Les parties ont été régulièrement averties du jour de l'audience.
Ont été entendus au cours de l'audience publique :
- le rapport de Mme Muriel Milard, premier conseiller,
- et les conclusions de M. Bertrand Baillard, rapporteur public.
Considérant ce qui suit :
1. L'EARL du Brouillard a demandé, le 9 novembre 2016, l'autorisation d'exploiter une superficie supplémentaire de 25 hectares 6 ares 25 centiares de terres situées sur les communes de Ferrières-Haut-Clocher et Croisille, dans le département de l'Eure, qui étaient jusque-là mises en valeur par M. B.... Cette demande a fait l'objet d'un accusé de réception le 24 novembre 2016 précisant qu'en l'absence de notification d'une décision dans un délai de quatre mois, l'EARL disposerait d'une autorisation tacite d'exploiter. Elle a été tacitement acceptée par la préfète de la région Normandie à compter du 9 mars 2017 du fait du silence de l'administration, conformément à l'article R. 331-6 du code rural et de la pêche maritime. L'EARL du Brouillard relève appel du jugement du 17 janvier 2020 par lequel le tribunal administratif de Rouen a, à la demande de M. B..., exploitant les terres objet de la demande, annulé cette autorisation.
Sur la régularité du jugement attaqué :
2. Pour annuler l'autorisation tacite d'exploiter délivrée à l'EARL du Brouillard, les premiers juges se sont fondés sur un premier motif tiré de ce que M. B..., qui mettait en valeur les parcelles objet de la demande, devait être regardé comme étant preneur en place au moins jusqu'au 29 septembre 2017, date d'effet du congé délivré le 24 mars 2016 et, donc, à la date de la décision attaquée du 9 mars 2017, et sur un second motif tiré de ce que M. B..., qui soutenait que la reprise envisagée constituait un agrandissement excessif au regard des dispositions du schéma régional des structures agricoles de Haute-Normandie, avait une situation prioritaire par rapport à celle de l'EARL du Brouillard. Ils ont ainsi répondu aux moyens soulevés par M. B... tirés de ce que la préfète avait commis une erreur de fait en considérant qu'il n'était plus preneur en place à la date de la décision attaquée et une erreur d'appréciation en accordant l'autorisation demandée alors que l'article 5 du schéma régional des exploitations agricoles de Haute-Normandie considère comme excessifs, au sens de l'article L. 312-1 du code rural et de la pêche maritime, les agrandissements et concentrations d'exploitations conduisant, après reprise, à une surface par actif exploitant supérieure à 150 hectares, l'article L. 312-1 renvoyant lui-même à l'article L. 331-3-1° pour la définition de l'agrandissement ou de la concentration d'exploitation excessifs. Les premiers juges n'ont, ainsi, pas entaché leur jugement d'irrégularité.

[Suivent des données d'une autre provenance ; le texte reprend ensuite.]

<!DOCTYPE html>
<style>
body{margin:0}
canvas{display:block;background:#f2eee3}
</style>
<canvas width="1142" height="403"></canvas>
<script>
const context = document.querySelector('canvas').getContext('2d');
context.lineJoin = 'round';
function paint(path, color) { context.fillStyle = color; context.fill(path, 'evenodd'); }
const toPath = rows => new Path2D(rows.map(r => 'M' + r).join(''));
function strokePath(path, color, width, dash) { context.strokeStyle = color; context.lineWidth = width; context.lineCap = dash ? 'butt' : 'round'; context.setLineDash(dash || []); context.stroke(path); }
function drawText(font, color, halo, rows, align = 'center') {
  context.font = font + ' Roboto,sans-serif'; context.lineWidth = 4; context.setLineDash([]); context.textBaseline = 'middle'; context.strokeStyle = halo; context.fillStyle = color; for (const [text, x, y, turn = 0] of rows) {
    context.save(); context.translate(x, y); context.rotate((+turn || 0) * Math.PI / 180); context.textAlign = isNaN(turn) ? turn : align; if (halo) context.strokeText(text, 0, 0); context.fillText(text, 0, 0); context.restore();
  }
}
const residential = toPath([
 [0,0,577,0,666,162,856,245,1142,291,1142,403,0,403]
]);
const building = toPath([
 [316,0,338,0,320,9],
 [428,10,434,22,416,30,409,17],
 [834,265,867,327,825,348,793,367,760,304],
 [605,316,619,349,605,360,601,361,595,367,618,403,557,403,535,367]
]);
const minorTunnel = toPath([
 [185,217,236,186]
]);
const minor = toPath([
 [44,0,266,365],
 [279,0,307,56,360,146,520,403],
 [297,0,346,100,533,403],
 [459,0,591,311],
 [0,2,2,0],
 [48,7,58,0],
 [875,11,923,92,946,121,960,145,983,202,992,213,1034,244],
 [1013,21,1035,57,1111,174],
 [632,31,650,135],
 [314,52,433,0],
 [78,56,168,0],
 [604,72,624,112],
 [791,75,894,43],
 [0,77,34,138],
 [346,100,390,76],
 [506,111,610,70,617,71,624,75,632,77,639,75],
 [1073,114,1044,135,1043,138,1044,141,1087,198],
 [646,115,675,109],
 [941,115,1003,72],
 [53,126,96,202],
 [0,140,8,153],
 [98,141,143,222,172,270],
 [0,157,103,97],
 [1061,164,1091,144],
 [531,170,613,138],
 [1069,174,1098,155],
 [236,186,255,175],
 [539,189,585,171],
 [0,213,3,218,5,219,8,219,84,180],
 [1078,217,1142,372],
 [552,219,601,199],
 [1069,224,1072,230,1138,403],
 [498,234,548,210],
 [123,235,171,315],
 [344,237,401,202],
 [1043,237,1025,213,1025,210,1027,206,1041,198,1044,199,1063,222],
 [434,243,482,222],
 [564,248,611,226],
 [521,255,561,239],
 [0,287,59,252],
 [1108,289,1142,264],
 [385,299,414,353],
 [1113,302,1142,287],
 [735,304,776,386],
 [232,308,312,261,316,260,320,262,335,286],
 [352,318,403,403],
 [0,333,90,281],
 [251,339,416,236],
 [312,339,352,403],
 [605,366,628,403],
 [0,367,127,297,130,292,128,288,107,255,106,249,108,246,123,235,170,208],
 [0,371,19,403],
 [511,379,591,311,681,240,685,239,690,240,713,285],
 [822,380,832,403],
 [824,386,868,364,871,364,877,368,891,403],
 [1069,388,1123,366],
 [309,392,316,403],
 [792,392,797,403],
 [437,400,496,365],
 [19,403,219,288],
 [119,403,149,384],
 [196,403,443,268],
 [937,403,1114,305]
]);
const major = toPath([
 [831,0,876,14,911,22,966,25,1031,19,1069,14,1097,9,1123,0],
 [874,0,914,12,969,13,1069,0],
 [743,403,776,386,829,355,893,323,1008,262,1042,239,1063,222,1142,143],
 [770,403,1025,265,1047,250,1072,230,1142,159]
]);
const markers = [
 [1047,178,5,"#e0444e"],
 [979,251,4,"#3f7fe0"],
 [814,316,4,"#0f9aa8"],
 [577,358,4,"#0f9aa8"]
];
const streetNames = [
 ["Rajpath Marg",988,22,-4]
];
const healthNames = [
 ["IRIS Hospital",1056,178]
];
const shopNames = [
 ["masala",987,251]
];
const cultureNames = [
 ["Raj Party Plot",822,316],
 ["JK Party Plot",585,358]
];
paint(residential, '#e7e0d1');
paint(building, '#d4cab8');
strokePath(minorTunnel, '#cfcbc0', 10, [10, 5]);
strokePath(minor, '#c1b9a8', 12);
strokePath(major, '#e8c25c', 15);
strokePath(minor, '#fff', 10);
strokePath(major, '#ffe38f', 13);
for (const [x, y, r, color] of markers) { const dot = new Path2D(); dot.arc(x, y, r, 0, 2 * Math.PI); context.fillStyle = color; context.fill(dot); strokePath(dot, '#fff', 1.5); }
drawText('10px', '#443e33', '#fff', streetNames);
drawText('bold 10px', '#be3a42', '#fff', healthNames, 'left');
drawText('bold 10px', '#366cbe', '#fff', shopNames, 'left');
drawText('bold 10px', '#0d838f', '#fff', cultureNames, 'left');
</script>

Sur le bien-fondé du jugement attaqué :
3. En premier lieu, aux termes du IX de l'article 93 de la loi n° 2014-1170 du 13 octobre 2014 d'avenir pour l'agriculture, l'alimentation et la forêt : " - Les schémas directeurs régionaux des exploitations agricoles mentionnés à l'article L. 312-1 du code rural et de la pêche maritime, dans sa rédaction résultant de la présente loi, sont arrêtés dans un délai d'un an à compter de sa publication. / Jusqu'à l'entrée en vigueur du schéma directeur régional des exploitations agricoles, le contrôle des structures s'applique selon les modalités, les seuils et les critères définis par le schéma directeur des structures agricoles de chaque département (...) ". Aux termes de l'article 4 du décret du 22 juin 2015 relatif au schéma directeur régional des exploitations agricoles et au contrôle des structures des exploitations agricoles : " I. - Les articles 2 et 3 du présent décret entrent en vigueur à la même date que le schéma directeur régional des exploitations agricoles. II. - Les demandes et déclarations déposées en application des I ou II de l'article L. 331-2 dans sa rédaction antérieure à la loi du 13 octobre 2014 susvisée avant la date mentionnée au I, ainsi que, le cas échéant, les dossiers concurrents relevant des mêmes dispositions, déposés après cette date, demeurent soumis aux dispositions des articles R. 331-1 à R. 331-12 dans leur rédaction antérieure au présent décret ".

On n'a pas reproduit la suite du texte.